• [MATERIAL FOR THIS EXERCISE]
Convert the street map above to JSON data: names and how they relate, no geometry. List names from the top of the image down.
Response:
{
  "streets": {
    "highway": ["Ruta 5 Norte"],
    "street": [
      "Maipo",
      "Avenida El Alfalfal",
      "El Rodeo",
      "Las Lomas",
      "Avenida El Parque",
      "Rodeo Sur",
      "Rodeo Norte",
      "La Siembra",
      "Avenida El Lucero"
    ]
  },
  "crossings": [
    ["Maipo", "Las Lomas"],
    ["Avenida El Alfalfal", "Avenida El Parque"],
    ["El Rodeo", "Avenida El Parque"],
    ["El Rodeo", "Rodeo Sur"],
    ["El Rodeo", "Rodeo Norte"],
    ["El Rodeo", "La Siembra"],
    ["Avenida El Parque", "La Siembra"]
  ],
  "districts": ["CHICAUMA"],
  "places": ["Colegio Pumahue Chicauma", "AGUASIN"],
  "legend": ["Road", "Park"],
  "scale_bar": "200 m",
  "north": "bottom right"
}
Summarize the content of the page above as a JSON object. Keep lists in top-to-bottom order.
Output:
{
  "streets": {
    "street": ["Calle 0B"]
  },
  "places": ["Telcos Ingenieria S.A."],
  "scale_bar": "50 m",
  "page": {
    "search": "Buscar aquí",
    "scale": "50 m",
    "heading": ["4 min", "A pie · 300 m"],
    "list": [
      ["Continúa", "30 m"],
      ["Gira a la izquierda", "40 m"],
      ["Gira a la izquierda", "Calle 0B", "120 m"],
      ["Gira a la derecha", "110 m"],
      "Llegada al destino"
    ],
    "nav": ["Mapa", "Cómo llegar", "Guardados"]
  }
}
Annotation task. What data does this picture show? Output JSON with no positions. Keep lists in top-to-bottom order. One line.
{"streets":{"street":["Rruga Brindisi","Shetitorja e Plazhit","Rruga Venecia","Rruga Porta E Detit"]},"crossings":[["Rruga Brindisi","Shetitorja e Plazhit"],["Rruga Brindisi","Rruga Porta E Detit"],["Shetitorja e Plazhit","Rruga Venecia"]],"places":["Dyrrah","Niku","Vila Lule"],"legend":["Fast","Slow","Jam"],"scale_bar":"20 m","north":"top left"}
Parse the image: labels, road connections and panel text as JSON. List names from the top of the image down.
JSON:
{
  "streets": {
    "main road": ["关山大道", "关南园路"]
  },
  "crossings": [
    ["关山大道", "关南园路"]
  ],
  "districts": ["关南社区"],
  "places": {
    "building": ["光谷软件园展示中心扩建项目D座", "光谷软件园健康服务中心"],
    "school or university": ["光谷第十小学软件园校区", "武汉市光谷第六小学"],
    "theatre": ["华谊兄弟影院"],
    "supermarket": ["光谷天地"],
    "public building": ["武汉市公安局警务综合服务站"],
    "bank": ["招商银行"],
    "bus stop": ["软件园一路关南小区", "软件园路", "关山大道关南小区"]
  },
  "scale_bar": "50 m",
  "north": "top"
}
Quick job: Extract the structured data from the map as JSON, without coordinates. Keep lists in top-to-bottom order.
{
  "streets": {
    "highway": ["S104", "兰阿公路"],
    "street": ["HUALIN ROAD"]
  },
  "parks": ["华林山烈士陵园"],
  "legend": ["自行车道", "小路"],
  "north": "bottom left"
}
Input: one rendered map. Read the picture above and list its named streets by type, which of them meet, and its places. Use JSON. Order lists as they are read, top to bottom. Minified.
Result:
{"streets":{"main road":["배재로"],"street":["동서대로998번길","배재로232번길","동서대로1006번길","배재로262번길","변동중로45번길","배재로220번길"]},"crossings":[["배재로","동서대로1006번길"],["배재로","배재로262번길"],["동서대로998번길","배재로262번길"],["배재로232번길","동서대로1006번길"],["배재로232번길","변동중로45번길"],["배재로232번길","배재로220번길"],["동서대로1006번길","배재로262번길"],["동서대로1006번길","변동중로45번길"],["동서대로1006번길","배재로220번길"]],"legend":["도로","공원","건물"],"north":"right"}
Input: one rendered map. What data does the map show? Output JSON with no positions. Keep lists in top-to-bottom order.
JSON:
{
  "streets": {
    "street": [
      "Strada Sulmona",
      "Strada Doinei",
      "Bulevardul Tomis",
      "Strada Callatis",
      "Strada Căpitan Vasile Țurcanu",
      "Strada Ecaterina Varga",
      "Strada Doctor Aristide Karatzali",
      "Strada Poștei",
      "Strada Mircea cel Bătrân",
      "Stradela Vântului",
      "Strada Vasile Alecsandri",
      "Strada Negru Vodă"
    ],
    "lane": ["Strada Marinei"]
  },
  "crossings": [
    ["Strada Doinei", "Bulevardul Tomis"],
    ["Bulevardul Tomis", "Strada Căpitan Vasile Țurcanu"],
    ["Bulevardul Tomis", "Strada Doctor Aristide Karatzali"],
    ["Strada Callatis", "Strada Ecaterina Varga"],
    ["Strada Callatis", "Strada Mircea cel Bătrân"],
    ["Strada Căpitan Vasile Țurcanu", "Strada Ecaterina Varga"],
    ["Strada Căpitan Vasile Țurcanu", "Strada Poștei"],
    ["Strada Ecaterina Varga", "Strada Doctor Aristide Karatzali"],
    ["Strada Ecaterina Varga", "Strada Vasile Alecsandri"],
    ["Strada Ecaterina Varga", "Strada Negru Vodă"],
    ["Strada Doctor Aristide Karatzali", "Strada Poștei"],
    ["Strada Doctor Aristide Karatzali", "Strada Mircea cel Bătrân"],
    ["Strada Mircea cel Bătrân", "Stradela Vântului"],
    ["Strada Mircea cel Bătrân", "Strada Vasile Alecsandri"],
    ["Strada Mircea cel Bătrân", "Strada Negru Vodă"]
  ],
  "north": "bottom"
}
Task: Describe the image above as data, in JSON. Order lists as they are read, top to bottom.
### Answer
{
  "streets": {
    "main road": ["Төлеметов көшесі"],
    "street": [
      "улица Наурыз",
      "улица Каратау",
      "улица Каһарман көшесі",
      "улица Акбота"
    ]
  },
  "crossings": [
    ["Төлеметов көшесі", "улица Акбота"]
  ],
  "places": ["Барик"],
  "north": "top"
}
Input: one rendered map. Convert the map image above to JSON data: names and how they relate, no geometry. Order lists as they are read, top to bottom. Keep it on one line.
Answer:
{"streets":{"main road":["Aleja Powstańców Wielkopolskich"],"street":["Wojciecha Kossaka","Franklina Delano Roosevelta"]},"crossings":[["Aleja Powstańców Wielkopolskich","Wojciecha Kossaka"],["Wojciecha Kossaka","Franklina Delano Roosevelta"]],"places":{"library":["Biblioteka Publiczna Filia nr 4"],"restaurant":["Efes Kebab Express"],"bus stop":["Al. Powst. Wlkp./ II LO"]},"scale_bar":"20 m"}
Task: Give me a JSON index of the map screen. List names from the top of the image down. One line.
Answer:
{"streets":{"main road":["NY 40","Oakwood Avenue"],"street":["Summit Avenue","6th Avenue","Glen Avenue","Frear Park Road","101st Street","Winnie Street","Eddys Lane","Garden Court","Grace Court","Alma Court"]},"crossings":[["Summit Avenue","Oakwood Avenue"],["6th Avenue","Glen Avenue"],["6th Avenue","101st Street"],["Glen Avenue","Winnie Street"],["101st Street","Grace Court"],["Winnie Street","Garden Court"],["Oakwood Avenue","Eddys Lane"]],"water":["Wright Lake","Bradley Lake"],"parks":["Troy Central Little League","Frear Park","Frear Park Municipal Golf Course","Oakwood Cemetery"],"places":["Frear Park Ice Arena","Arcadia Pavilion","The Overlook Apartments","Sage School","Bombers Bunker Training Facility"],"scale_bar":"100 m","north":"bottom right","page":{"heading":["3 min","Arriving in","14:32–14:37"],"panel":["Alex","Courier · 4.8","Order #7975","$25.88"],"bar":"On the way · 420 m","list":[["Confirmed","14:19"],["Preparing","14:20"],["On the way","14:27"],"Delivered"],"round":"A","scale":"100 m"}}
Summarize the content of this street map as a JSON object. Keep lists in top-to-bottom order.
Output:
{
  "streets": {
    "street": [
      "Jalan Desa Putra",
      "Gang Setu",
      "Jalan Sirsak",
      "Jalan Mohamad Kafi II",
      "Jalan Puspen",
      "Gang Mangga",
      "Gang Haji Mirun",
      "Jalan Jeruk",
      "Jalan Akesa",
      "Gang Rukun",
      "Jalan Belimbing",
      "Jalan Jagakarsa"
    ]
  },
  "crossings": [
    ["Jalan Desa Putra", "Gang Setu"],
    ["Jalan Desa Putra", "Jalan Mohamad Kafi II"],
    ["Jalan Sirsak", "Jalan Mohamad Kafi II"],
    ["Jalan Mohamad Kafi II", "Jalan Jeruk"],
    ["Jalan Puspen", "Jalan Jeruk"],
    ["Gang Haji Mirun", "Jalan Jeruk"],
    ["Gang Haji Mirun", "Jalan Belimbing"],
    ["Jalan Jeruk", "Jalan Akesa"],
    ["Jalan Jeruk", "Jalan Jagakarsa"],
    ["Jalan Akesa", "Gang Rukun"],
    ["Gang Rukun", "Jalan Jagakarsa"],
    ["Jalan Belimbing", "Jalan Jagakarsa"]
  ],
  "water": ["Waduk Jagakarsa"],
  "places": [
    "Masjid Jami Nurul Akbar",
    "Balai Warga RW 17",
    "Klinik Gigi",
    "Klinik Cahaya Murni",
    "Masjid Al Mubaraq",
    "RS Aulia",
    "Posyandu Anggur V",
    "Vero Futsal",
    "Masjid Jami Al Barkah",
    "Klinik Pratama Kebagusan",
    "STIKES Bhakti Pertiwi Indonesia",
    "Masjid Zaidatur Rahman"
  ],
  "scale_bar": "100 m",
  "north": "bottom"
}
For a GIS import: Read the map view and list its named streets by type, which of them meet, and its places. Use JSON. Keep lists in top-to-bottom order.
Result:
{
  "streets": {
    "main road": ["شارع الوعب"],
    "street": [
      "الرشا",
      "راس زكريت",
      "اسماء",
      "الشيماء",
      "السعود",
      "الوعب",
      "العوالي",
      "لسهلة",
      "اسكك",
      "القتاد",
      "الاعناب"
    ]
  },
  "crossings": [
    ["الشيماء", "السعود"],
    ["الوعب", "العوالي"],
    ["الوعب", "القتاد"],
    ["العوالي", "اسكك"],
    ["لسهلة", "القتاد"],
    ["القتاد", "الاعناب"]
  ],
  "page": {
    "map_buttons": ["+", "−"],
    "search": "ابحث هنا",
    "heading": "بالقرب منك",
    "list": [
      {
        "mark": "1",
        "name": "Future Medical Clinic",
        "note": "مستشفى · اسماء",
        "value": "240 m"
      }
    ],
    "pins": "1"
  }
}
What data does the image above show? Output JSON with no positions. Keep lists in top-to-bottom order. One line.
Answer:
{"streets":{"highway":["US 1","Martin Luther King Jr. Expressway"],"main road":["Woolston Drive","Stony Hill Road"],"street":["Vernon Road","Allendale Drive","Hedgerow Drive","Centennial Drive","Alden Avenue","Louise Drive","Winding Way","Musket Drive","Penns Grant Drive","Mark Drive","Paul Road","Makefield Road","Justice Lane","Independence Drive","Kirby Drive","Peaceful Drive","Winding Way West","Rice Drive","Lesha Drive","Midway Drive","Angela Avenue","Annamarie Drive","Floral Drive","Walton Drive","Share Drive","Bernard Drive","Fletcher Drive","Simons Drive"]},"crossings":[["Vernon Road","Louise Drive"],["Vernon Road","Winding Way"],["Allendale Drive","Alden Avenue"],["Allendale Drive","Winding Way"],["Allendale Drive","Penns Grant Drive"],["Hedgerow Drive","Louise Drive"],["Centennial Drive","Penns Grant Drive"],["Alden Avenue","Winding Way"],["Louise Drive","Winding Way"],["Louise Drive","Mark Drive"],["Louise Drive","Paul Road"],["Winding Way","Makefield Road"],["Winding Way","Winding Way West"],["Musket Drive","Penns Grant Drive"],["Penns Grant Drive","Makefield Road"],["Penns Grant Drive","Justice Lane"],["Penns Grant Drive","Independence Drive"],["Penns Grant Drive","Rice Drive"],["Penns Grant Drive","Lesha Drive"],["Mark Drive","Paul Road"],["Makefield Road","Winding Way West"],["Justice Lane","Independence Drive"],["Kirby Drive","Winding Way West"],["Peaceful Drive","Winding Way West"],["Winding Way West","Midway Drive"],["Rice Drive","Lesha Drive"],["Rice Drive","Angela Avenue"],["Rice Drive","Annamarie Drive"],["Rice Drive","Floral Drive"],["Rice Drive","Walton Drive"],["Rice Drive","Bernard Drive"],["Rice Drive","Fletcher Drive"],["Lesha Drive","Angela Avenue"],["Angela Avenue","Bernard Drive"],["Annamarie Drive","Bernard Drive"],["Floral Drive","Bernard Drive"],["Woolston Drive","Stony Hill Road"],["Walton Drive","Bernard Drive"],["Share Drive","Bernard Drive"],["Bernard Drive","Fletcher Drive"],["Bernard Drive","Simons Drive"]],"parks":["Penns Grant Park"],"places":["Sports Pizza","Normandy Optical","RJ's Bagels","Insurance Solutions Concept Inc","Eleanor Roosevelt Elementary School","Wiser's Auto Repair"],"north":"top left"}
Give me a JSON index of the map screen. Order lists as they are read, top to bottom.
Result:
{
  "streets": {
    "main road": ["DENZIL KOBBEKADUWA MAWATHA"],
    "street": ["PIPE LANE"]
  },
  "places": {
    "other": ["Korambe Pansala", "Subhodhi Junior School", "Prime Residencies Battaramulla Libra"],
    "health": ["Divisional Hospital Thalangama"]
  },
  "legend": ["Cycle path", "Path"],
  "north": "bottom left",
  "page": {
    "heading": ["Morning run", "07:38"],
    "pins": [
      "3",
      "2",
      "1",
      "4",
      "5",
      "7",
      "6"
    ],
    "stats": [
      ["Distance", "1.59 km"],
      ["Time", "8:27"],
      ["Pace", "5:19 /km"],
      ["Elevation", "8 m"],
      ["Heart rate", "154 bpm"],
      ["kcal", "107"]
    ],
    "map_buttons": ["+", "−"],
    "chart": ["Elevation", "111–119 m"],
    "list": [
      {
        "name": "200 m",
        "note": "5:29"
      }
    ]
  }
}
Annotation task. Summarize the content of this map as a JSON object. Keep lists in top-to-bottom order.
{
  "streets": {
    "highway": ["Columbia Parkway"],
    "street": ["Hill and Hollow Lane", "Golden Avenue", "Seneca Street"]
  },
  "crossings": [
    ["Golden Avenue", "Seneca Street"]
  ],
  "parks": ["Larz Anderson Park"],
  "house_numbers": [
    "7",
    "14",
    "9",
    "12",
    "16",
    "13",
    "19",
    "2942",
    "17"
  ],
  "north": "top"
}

• [WHAT TO WORK ON]
All lines with the string "Gang" must be copied from the data.

• [ANSWER BELOW]
      "Gang Setu",
      "Gang Mangga",
      "Gang Haji Mirun",
      "Gang Rukun",
    ["Jalan Desa Putra", "Gang Setu"],
    ["Gang Haji Mirun", "Jalan Jeruk"],
    ["Gang Haji Mirun", "Jalan Belimbing"],
    ["Jalan Akesa", "Gang Rukun"],
    ["Gang Rukun", "Jalan Jagakarsa"],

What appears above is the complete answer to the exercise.